Is it a bad thing to constantly want to turn the clock back to 1989?
It’s not the cool high bangs look or the colored leather that brings such longing. Nor is it a yearning for synthesizer-heavy tunes, a livin’ large attitude or step aerobics craze. For me, it was the beginning of my “adult years” (ahem, the big 1-8 that year) when I was ready to take on the world and the world at that time was filled with face-to-face conversations, the beauty of being unavailable by phone (no email yet!), written correspondence, rerun city on the boob tube in summer and a general sense that a solid resume and a winning attitude could get you far in a possible career.
What has happened to us?
Yes, I’m a user of the internet. Heck yes, I’m a believer that it makes marketing and making a living easier (especially fabulous when done in PJ’s from your kitchen table). This is a very exciting time to be an entrepreneur in the making. Yet, there’s a flip side too….Who needs Christmas holiday letters when we can keep up with our friends’ dinner plate photos and party plans on Facebook all year round? Why mess with sending thank you cards when a short email will suffice? Teenage breakups are even easier when one can text a jilted lover that it’s over.
I’m beginning to feel that it’s all too much.

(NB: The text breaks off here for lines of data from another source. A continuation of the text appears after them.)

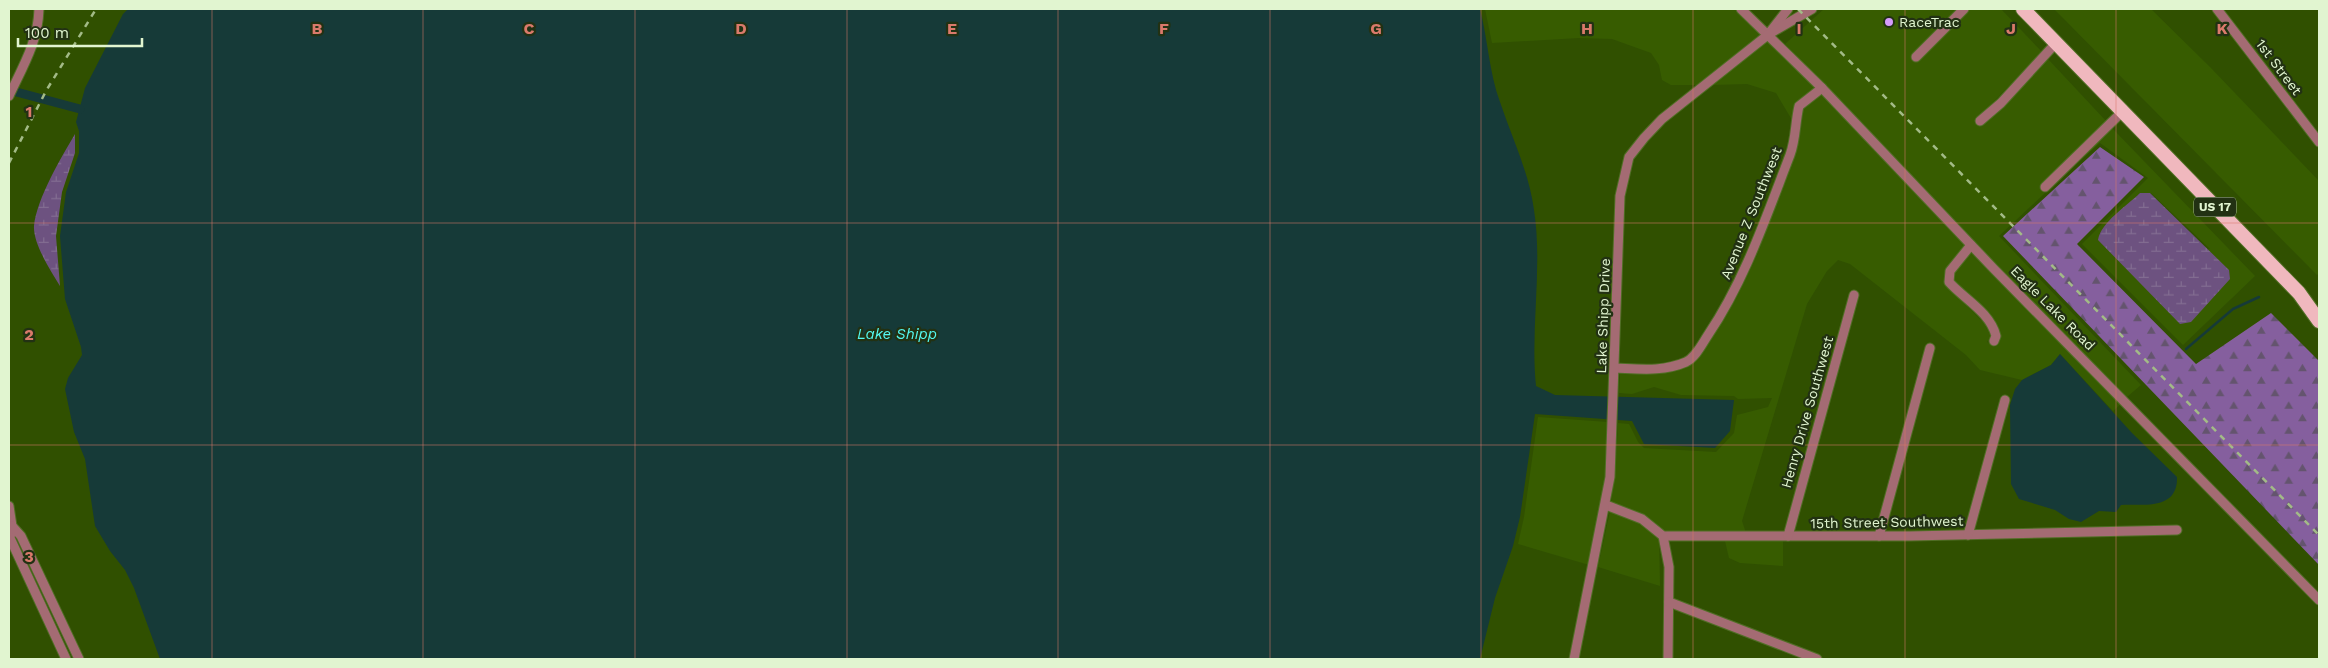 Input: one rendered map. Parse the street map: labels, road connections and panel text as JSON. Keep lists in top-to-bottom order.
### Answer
{
  "streets": {
    "highway": ["US 17"],
    "street": [
      "1st Street",
      "Avenue Z Southwest",
      "Eagle Lake Road",
      "Lake Shipp Drive",
      "Henry Drive Southwest",
      "15th Street Southwest"
    ]
  },
  "crossings": [
    ["Avenue Z Southwest", "Eagle Lake Road"],
    ["Avenue Z Southwest", "Lake Shipp Drive"],
    ["Eagle Lake Road", "Lake Shipp Drive"],
    ["Henry Drive Southwest", "15th Street Southwest"]
  ],
  "water": ["Lake Shipp"],
  "places": ["RaceTrac"],
  "scale_bar": "100 m",
  "grid": {
    "columns": [
      "B",
      "C",
      "D",
      "E",
      "F",
      "G",
      "H",
      "I",
      "J",
      "K"
    ],
    "rows": ["1", "2", "3"]
  }
} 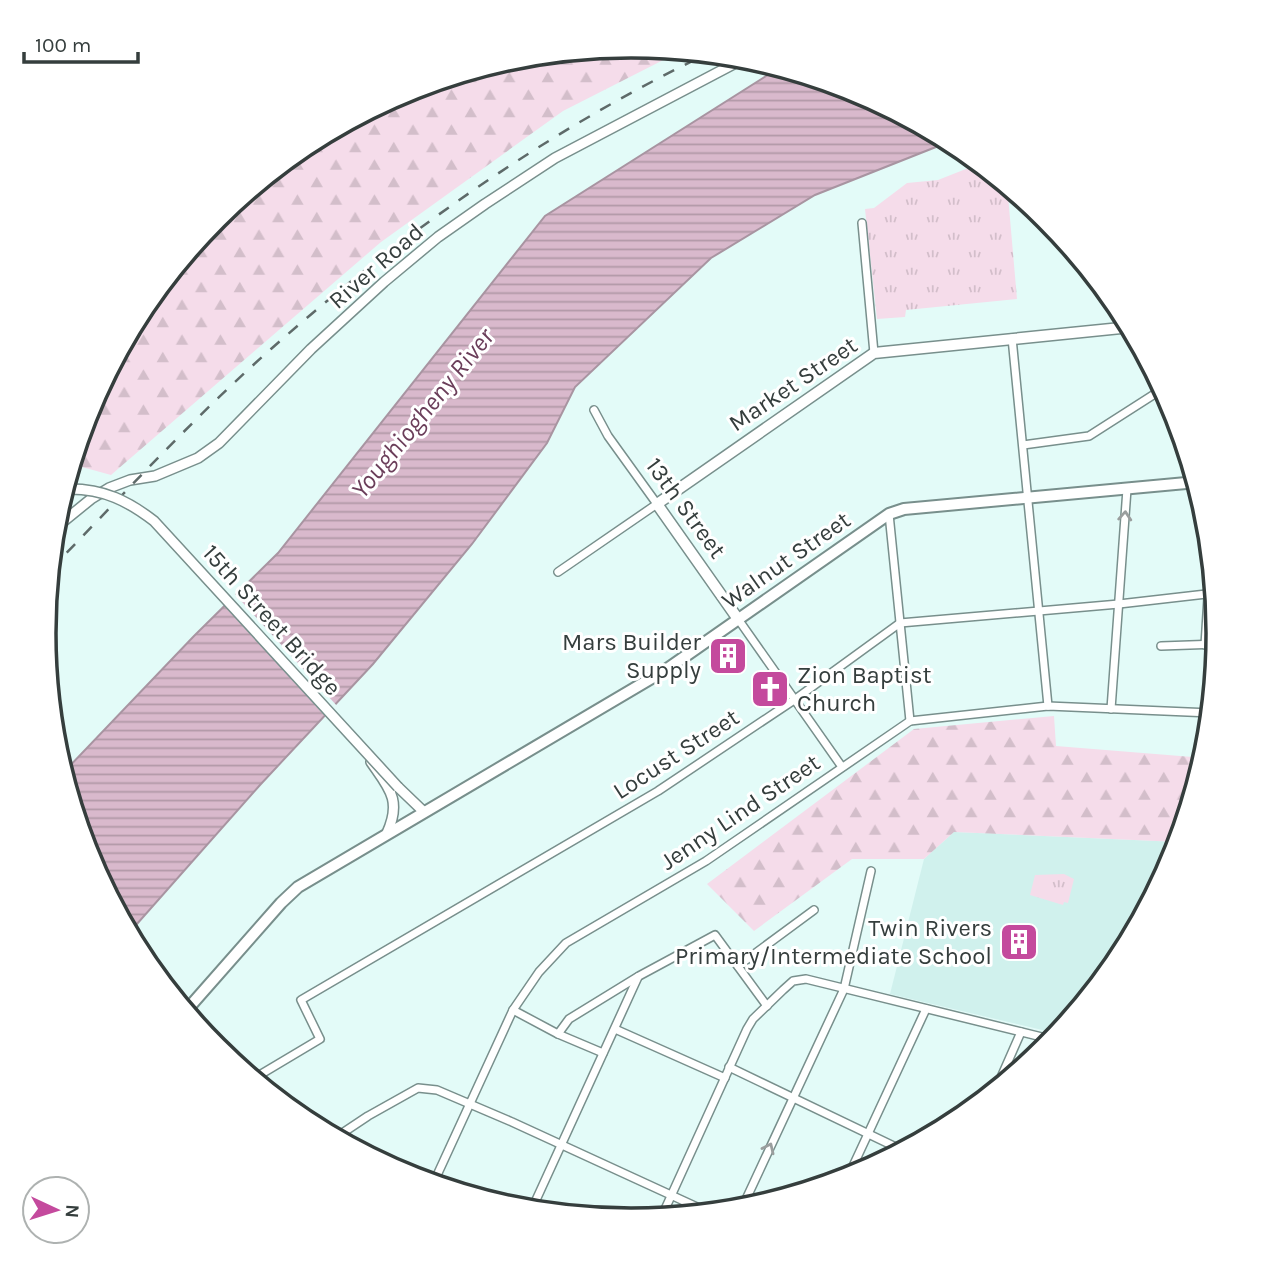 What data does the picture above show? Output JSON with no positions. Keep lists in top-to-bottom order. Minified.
{"streets":{"main road":["Market Street","13th Street","Walnut Street"],"street":["River Road","15th Street Bridge","Locust Street","Jenny Lind Street"]},"crossings":[["Market Street","13th Street"],["13th Street","Walnut Street"],["13th Street","Locust Street"],["13th Street","Jenny Lind Street"],["Walnut Street","15th Street Bridge"]],"water":["Youghiogheny River"],"places":{"building":["Mars Builder Supply","Twin Rivers Primary/Intermediate School"],"church":["Zion Baptist Church"]},"scale_bar":"100 m","north":"right"} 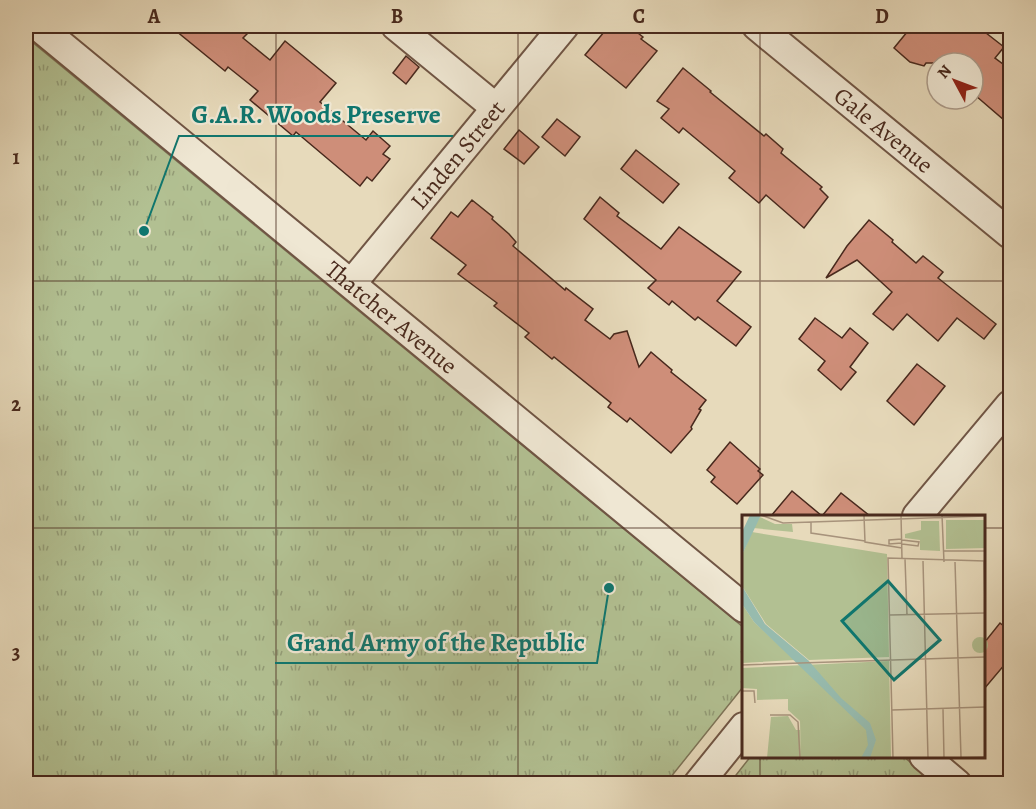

My heart is caught between a vice of the digital keep-up and a wedge of comparison to others’ lives. Lives I didn’t even know much about (which turns out was a good thing) before social media parachuted violently into our laptops and smart phones. I feel sheepish for yearning for the days when my home phone would ring and no one was there to answer it—I simply was not reachable. I hate to admit it, but I really, really like being unreachable sometimes. What does it take now for folks to render us legally unavailable? Balancing atop Mt. Everest? Gawking at penguins in the Artic? Somehow I’m thinking these two places might even be candidates for emergency cell service and it makes my head hurt.
I’m also keenly aware that I am part of the problem. I haven’t holed up in a cabin J.D. Salinger-style. I haven’t shunned social media with peacock-like pomposity and a drive to communicate with every person I know over coffee instead of Skype. I’m sitting directly in the center of this lovely glass house, arm raised, stone in hand. Yet there are days when my 80’s nostalgia rears it’s ugly heavily made-up eyes and wants it be different. I know I’m not alone because my spouse and I lament about this like two old ladies regularly over our morning coffee. My teen daughter was overheard saying to her sister, “It was so great that our summer camp outlawed phones. We were all happier for it. There was no FOMO going on while playing Capture the Flag or hanging in the lodge.” Ah, that one made me open my eyes wide, wide, wide. What have we done to our kids?
It got me thinking.
1) Communicate clearly that I’m unavailable.
Hello vacay email and voicemail message. I’m not reachable when I say I’m not reachable, right? Of course, easier said than done for folks who have their superiors breathing down their necks all the time. For a teacher, I admit this one is a little bit easier. But this is my time capsule, yes?
2) Call a cease fire on social media
I’ve gone round and round with myself on this one and finally landed on a happy place of tweeting and FB’ing blog posts only. I don’t lurk or dwell, yet I do want people to read (like you!) about this message, because I think it’s important.
3) Adhere to at-home digital sabbaticals
We’re still working on this, but I’m loving it when we are committed. All phones go in a basket by the door when we have company, too—love that one.
4) Stop the hustle of trying to be heard
As a past photographer who did all marketing through social media and blog posts, I have had to wean myself of the proverbial tap-dance of self promotion. I think this hustle was a huge reason I left my entrepreneurial life for my teaching job. Frankly, I’m was done with trying to get my squeaky voice to rise above the din in the noisy lunchroom that is online networking. I just want to write and then hope that my words are read by and matter to someone. I’m officially subscribing to the JUST DO REALLY GOOD WORK mantra in this cyber world of horn-tooting and me-glorification and hope that it will be what it’s supposed to be. On this topic, I loved this article about more doing, less promoting.
5) Two words: Down time
I love the Italians for their phrase, l’arte di non fare niente, the art of doing nothing. I used to suck at this. I always had to have baskets and baskets filled with the fruits of my labor. And for what? Burn-out and anxiety. No longer is this something I feel guilty doing—it’s my weekend currency and I’m trying to spread this hang-out-in-a-hammock pixie dust to everyone in my clan. It’s important and I want my girls to know what it feels like.
Will they long for 2018 when they’re older? I wonder.